There was an essential tension between the capacities that made for group solidarity and those that disrupted collective ways of knowing, judging and doing. And much of that tension proceeded not just from practical ways of identifying mental abilities but from the moral and ideological fields in which creativity and conformity were embedded. For human science experts in the creativity movement and for their clients, conformity was not only bad for science, it was also morally bad; creativity was good for science, and it was also morally good.

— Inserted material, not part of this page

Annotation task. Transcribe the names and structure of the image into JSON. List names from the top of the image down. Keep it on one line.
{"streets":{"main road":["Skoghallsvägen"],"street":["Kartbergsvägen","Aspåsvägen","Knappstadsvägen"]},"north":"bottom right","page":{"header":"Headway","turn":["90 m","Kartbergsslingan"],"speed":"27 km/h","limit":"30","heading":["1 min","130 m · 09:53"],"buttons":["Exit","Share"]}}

The historian Jamie Cohen-Cole has described the Cold War conjuncture of moral and instrumental sensibilities surrounding the supposed conflict between creativity and conformity. Creativity was valued for its practical outcomes – in science, technology, military and diplomatic strategy, advertising, business and much else – and it was integral to conceptions of what American citizens were, why they were free, why they were not the dupes of authoritarian dogma: why, in short, they were resistant to communism and able to maintain their authentic individuality. Creativity was a capacity that belonged, and should be encouraged to belong, he argued, to ‘a form of the exemplary self that would inoculate America against the dangers of mass society’. There were Cold War appreciations of creativity arising from specific forms of social interaction, but the opposition with conformity indexed creativity as a capacity belonging to the free-acting individual. The celebration of creativity was here an aspect of the celebration of individualism. The good society was a creative society, and open-mindedness had as much moral and political value as it promised cash-value. There was no choice but to embrace creativity and push back against conformity. To understand the stark realities of ‘the atomic age’ – wrote the psychologist Carl Rogers in 1954 – is to understand that ‘international annihilation will be the price we pay for a lack of creativity’.

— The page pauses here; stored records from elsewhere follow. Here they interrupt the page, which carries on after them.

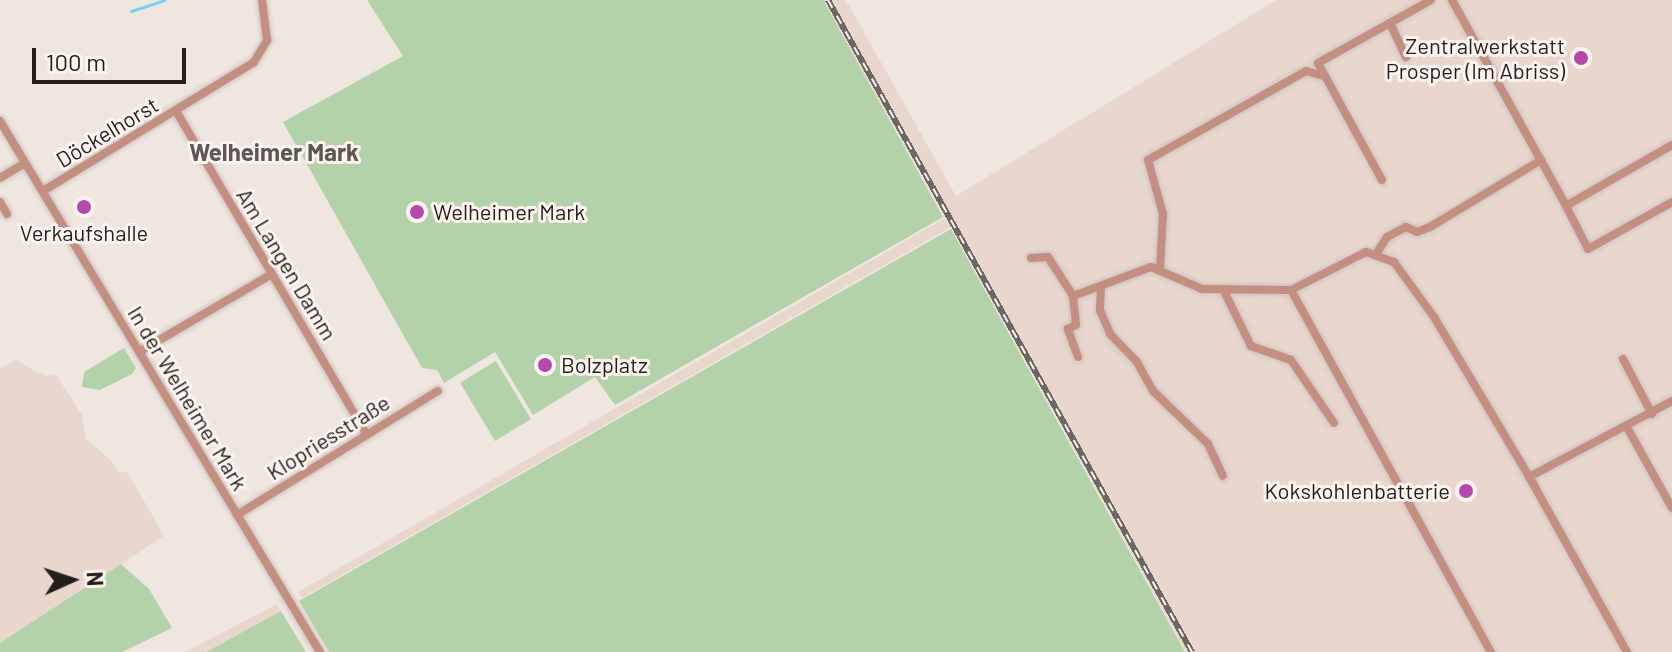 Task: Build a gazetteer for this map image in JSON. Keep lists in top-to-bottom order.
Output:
{
  "streets": {
    "street": [
      "Döckelhorst",
      "Am Langen Damm",
      "In der Welheimer Mark",
      "Klopriesstraße"
    ]
  },
  "crossings": [
    ["Döckelhorst", "Am Langen Damm"],
    ["Döckelhorst", "In der Welheimer Mark"],
    ["Am Langen Damm", "Klopriesstraße"],
    ["In der Welheimer Mark", "Klopriesstraße"]
  ],
  "districts": ["Welheimer Mark"],
  "places": [
    "Zentralwerkstatt Prosper (Im Abriss)",
    "Verkaufshalle",
    "Welheimer Mark",
    "Bolzplatz",
    "Kokskohlenbatterie"
  ],
  "scale_bar": "100 m",
  "north": "right"
}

The forces of conformity were the conditions for passages of science that came to be seen as creative

At the height of the Cold War, the upward curve of US expert enthusiasm for creativity met an ascending curve of concern that creativity was being squashed by social forms increasingly entrenched in US society. The Organization Man (1956) by the Fortune journalist and urbanist William H Whyte was a bestseller, sparking anxiety that business intentions to manage creativity were self-defeating, even a thin hypocritical veneer laid over crushing corporate conformity. Creativity was, in its nature, individual, eccentric and antagonistic to attempts to plan or organise it. If you seriously attempted to manage creative people, you might get the appearance of creativity but not its reality. President Dwight Eisenhower’s Farewell Address of 1961 warned against the dangers of the ‘military-industrial complex’, but it also fretted about the loss of ‘intellectual curiosity’ attendant on the rise of collectivised science, done on government contract or sponsored by industry.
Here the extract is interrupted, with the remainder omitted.